Coronavirus outbreak: Vietnamese shrimp prices down 25%, Siam Canadian reports: Jun 09, 2020
Farmgate prices are down about 25% for Vietnamese vannamei shrimp, reports the Siam Canadian Group, a company focused on Asian shrimp trade, in its latest newsletter.
Most Vietnamese farmers of vannamei shrimp are aiming to grow to size 30 pieces (head on shell on, cooked and peeled) per kilogram, the company said. Last year the price for such shrimp was about VND 165,000-170,000 ($7.12 to $7.33)/kg, but now they’re selling for VND 125,000 ($5.39)/kg.
For 60-count (about 31/40 headless shell on — or HLSO — and peeled tail on — or PTO), last year’s price was about VND 140,000/kg, but now its only VND 115,000/kg.
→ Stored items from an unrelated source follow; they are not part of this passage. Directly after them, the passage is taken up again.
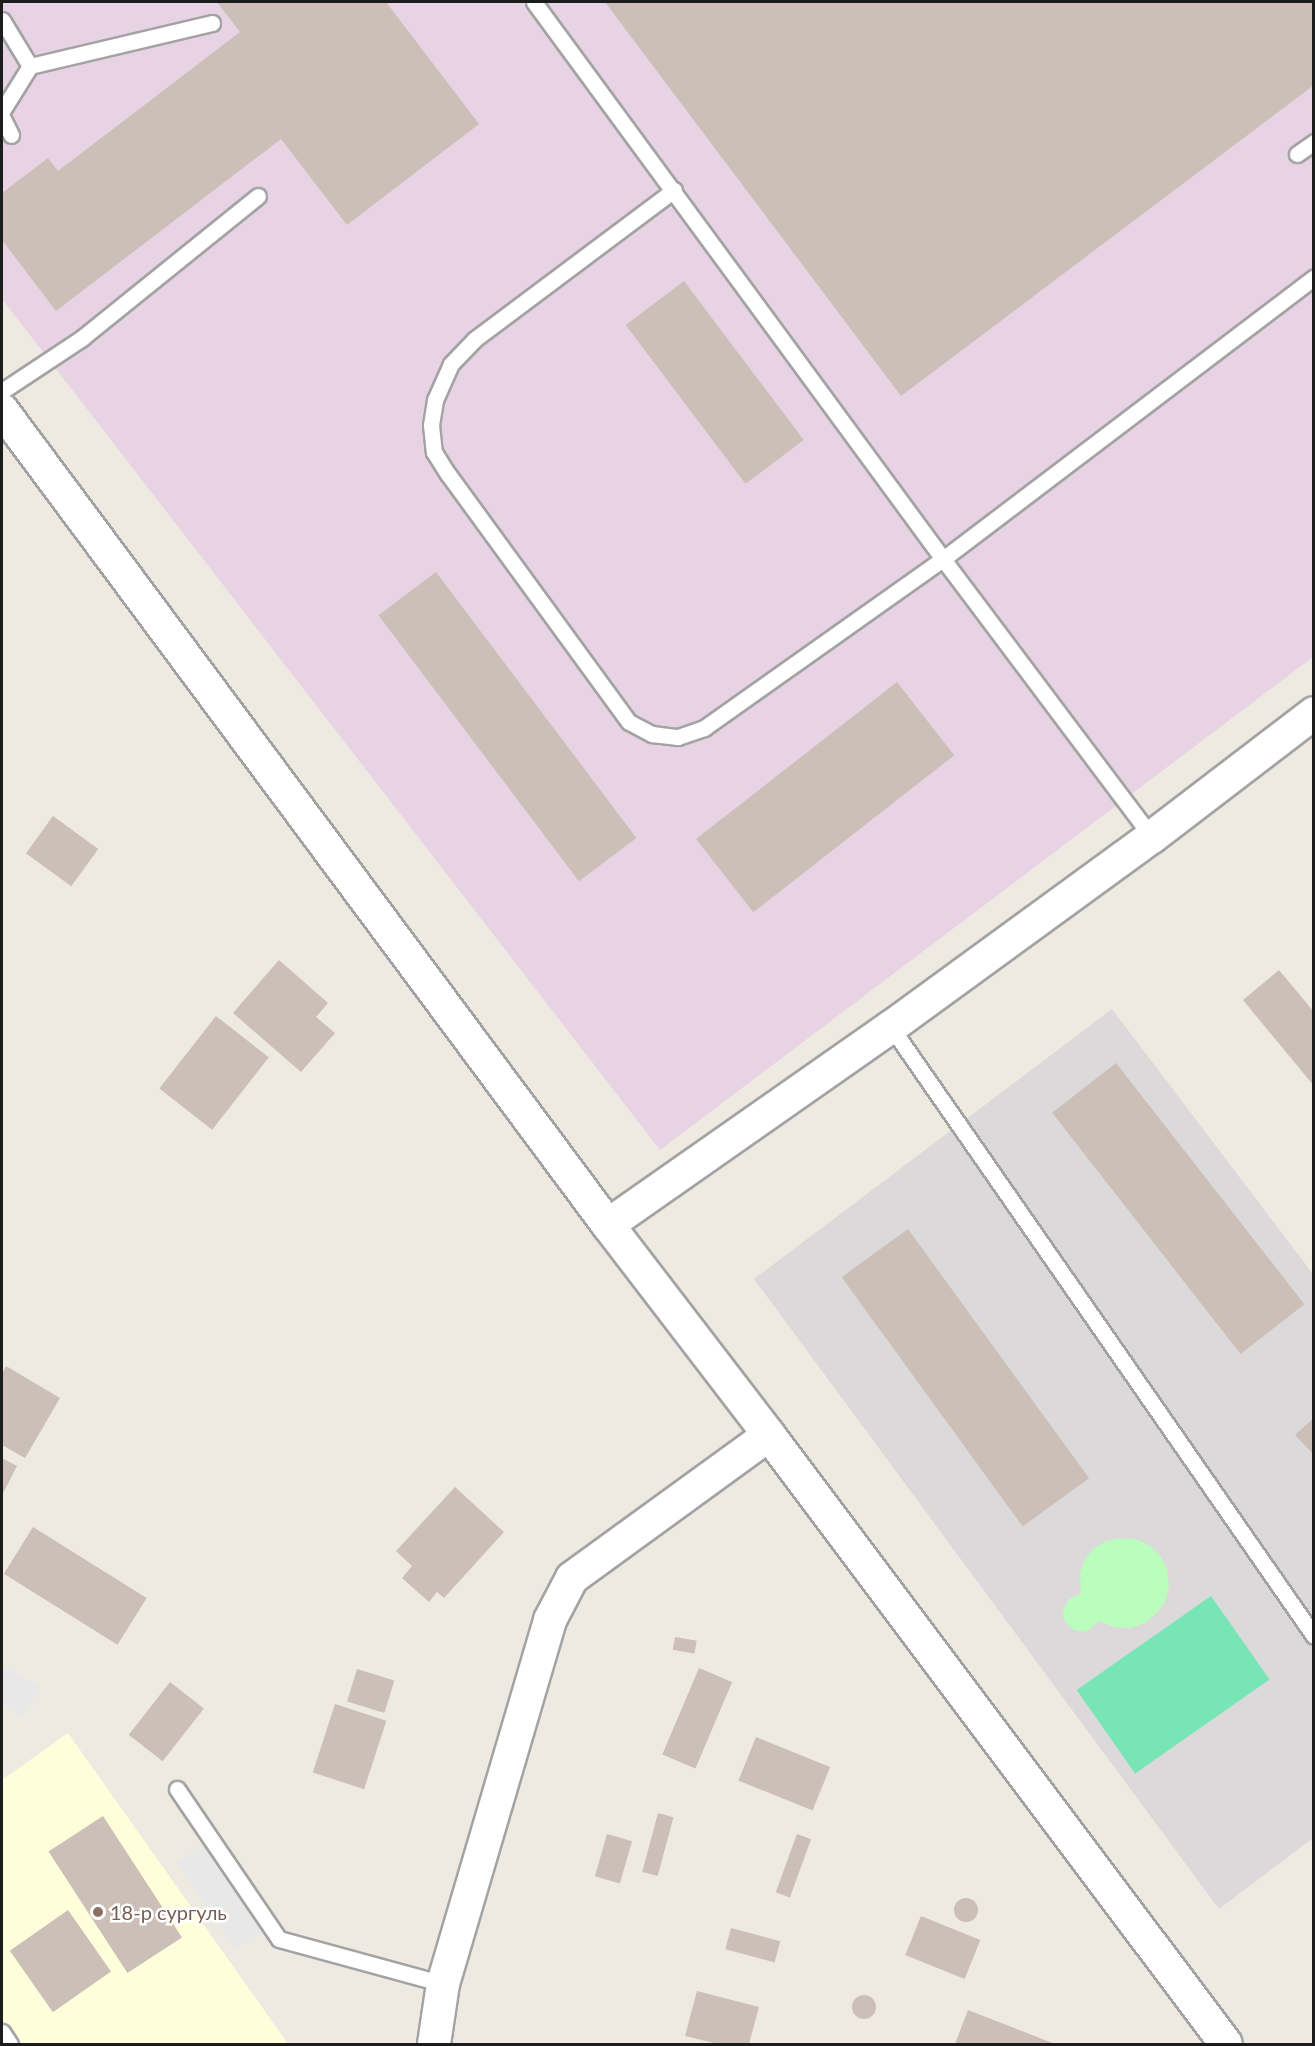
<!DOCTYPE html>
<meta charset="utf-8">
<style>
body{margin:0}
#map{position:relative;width:1315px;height:2046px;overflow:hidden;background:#efeae1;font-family:Lato,sans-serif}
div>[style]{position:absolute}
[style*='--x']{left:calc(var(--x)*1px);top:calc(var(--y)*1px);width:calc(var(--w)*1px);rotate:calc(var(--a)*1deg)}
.residential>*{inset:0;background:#dbd9d9}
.industrial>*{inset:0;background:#e8d3e5}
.education>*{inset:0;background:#fffeda}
.park>*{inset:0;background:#bafdbd}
.pitch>*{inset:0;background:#78e5b7;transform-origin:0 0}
.parking>*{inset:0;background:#e8e8e8;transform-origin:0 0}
.building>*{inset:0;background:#cbbfb7;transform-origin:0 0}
.round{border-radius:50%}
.roads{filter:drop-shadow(2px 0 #a3a3a3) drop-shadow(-2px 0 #a3a3a3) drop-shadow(0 2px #a3a3a3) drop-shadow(0 -2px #a3a3a3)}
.service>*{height:15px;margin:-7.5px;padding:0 7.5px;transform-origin:7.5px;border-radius:7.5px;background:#fff}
.minor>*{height:32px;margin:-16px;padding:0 16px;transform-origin:16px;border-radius:16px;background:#fff}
.dots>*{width:16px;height:16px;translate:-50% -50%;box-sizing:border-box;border:3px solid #fff;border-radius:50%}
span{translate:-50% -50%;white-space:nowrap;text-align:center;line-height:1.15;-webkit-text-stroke:5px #fff;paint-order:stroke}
.education-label{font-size:20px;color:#785e54}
.left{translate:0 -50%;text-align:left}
.frame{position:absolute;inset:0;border:3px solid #1c1c1c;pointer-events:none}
</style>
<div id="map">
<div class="residential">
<div style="clip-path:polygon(1112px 1009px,1313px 1274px,1313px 1838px,1219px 1909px,754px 1279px)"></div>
</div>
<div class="industrial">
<div style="clip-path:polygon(2px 2px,1313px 2px,1313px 657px,660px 1150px,2px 299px)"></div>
</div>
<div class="education">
<div style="clip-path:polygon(68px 1733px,288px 2044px,2px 2044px,2px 1780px)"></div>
</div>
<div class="park">
<div style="clip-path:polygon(1120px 1538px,1135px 1539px,1149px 1545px,1160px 1555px,1167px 1569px,1169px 1585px,1166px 1600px,1157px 1613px,1145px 1623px,1130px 1628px,1114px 1627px,1099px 1621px,1086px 1632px,1074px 1630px,1065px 1622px,1063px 1610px,1069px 1599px,1081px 1594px,1080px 1573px,1085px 1559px,1094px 1548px,1107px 1541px)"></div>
</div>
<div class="pitch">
<div style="left:1211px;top:1596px;width:102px;height:164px;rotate:55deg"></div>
</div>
<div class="parking">
<div style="clip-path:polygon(2px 1664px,41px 1689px,22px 1717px,2px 1704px)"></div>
<div style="left:202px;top:1845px;width:105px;height:31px;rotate:56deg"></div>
</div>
<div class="building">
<div style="clip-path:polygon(217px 2px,386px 2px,479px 124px,347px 225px,281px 139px,56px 311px,2px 240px,2px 193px,48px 158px,58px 171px,240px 32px)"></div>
<div style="clip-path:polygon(605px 2px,1314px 2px,1314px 85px,901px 396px)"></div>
<div style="left:684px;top:281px;width:199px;height:73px;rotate:53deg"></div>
<div style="left:436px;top:572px;width:333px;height:72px;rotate:53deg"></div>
<div style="left:897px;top:682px;width:93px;height:255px;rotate:52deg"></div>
<div style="left:53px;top:816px;width:56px;height:46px;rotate:36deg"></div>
<div style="clip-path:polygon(279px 960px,328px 1003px,316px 1017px,335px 1033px,301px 1072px,233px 1013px)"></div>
<div style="clip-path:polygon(1279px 970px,1314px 1012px,1314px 1086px,1243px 1000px)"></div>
<div style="left:216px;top:1016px;width:67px;height:92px;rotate:38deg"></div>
<div style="left:1116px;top:1063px;width:306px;height:81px;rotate:52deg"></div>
<div style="left:908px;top:1229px;width:308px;height:82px;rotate:54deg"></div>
<div style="clip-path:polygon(6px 1366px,60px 1398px,25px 1458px,2px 1445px,2px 1374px)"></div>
<div style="clip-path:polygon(1314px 1418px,1314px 1455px,1295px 1435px)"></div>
<div style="clip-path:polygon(2px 1458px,17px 1466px,2px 1495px)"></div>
<div style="clip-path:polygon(455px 1487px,504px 1532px,444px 1598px,437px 1592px,429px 1602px,402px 1578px,412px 1566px,396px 1551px)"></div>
<div style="left:33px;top:1527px;width:134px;height:55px;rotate:32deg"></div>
<div style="left:675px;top:1637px;width:22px;height:13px;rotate:10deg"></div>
<div style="left:699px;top:1668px;width:36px;height:94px;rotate:23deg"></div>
<div style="left:357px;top:1669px;width:39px;height:34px;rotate:17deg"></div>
<div style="left:170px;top:1682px;width:43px;height:67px;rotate:38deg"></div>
<div style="left:335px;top:1704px;width:54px;height:72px;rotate:18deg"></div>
<div style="left:756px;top:1737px;width:80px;height:47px;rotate:22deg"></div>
<div style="left:658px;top:1813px;width:16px;height:61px;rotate:15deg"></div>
<div style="left:103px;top:1816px;width:145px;height:65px;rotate:57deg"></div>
<div style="left:607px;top:1834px;width:26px;height:44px;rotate:16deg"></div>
<div style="left:797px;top:1834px;width:15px;height:62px;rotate:20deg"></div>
<div class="round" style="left:954px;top:1898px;width:24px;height:24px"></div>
<div style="left:68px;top:1910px;width:75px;height:71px;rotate:55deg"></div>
<div style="left:921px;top:1916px;width:64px;height:42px;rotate:22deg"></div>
<div style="left:731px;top:1928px;width:51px;height:22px;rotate:15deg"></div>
<div style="clip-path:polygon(697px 1991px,759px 2007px,749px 2044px,718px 2044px,685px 2036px)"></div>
<div class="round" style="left:852px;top:1995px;width:24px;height:24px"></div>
<div style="clip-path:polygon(968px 2010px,1055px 2044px,955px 2044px)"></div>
</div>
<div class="roads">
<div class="service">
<div style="--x:534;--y:2;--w:691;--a:53.71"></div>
<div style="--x:943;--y:559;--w:348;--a:53.1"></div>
<div style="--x:2;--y:20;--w:54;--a:58.7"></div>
<div style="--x:30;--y:66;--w:187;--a:-13.3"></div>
<div style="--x:2;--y:111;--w:53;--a:-58.1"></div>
<div style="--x:2;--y:117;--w:20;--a:63"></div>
<div style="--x:1297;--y:154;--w:21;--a:-35"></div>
<div style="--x:674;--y:190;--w:249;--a:143.2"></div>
<div style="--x:475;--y:339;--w:35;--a:134"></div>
<div style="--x:451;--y:364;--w:39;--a:114"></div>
<div style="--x:435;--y:400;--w:25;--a:99"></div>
<div style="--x:431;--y:425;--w:27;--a:84"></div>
<div style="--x:434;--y:452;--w:26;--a:58"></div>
<div style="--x:448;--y:474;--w:307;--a:53.9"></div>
<div style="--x:629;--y:722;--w:26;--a:28"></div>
<div style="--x:652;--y:734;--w:26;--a:7"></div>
<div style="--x:678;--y:737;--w:28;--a:-19"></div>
<div style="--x:704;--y:728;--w:293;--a:-35.3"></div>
<div style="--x:943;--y:559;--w:466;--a:-37.2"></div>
<div style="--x:2;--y:391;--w:96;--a:-33.5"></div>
<div style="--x:82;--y:338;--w:226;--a:-38.9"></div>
<div style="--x:891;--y:1027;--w:741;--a:55.22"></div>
<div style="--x:177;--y:1789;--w:181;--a:55.8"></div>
<div style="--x:279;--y:1939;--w:170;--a:15.3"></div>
<div style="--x:2;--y:2032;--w:14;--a:56"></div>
</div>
<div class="minor">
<div style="--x:2;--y:410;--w:1016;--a:53.37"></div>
<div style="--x:608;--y:1225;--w:265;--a:52.5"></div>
<div style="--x:769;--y:1435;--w:761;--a:53.12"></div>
<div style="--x:608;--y:1225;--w:345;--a:-35"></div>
<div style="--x:891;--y:1027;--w:323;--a:-36.1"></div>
<div style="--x:1152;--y:837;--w:204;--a:-37.4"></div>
<div style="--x:434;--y:2044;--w:61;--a:-81.5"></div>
<div style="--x:443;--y:1984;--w:379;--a:-73.6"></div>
<div style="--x:550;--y:1620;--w:47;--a:-62.4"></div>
<div style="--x:572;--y:1578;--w:243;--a:-36"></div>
</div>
</div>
<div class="dots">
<div style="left:98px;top:1912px;background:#8d6e63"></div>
</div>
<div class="education-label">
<span class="left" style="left:110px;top:1912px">18-р сургуль</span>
</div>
<div class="frame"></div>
</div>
The market demand for size 31/40-71/90 (HLSO/PTO) and smaller is strong, “although that is not an ideal size for farmers to harvest in terms of yields”, Siam Canadian advised. “However to achieve these sizes with competitive costing, Vietnam will start to do heavier stocking density levels and partial harvests again. This will help seafood processors, suppliers and exporters grow their market shares.”
The Vietnamese shrimp industry is heading into a bit of lull in production.
“Due to the change from industrial-scale intensive farming to extensive farming, now in July, [black tiger] shrimp farmers [have started] to take parent stock for the hatcheries and start seeding after hatching,” the company explains. “The farming period is generally from August to December and harvest season is now December to May, then delivering to frozen seafood processors.”
Normally in June, black tiger shrimp is farmed less and the farmers instead treat their ponds, as the habitat and soil are more alkaline at that time.
As for vannamei, some farms harvested early this year, in March and April, to get ahead of weak prices due to the coronavirus pandemic. They will reseed again in May and June, setting up harvests for August through October, Siam Canadian reported, adding: “Therefore June and July shrimp landings will be short and a second crop will be further delayed.”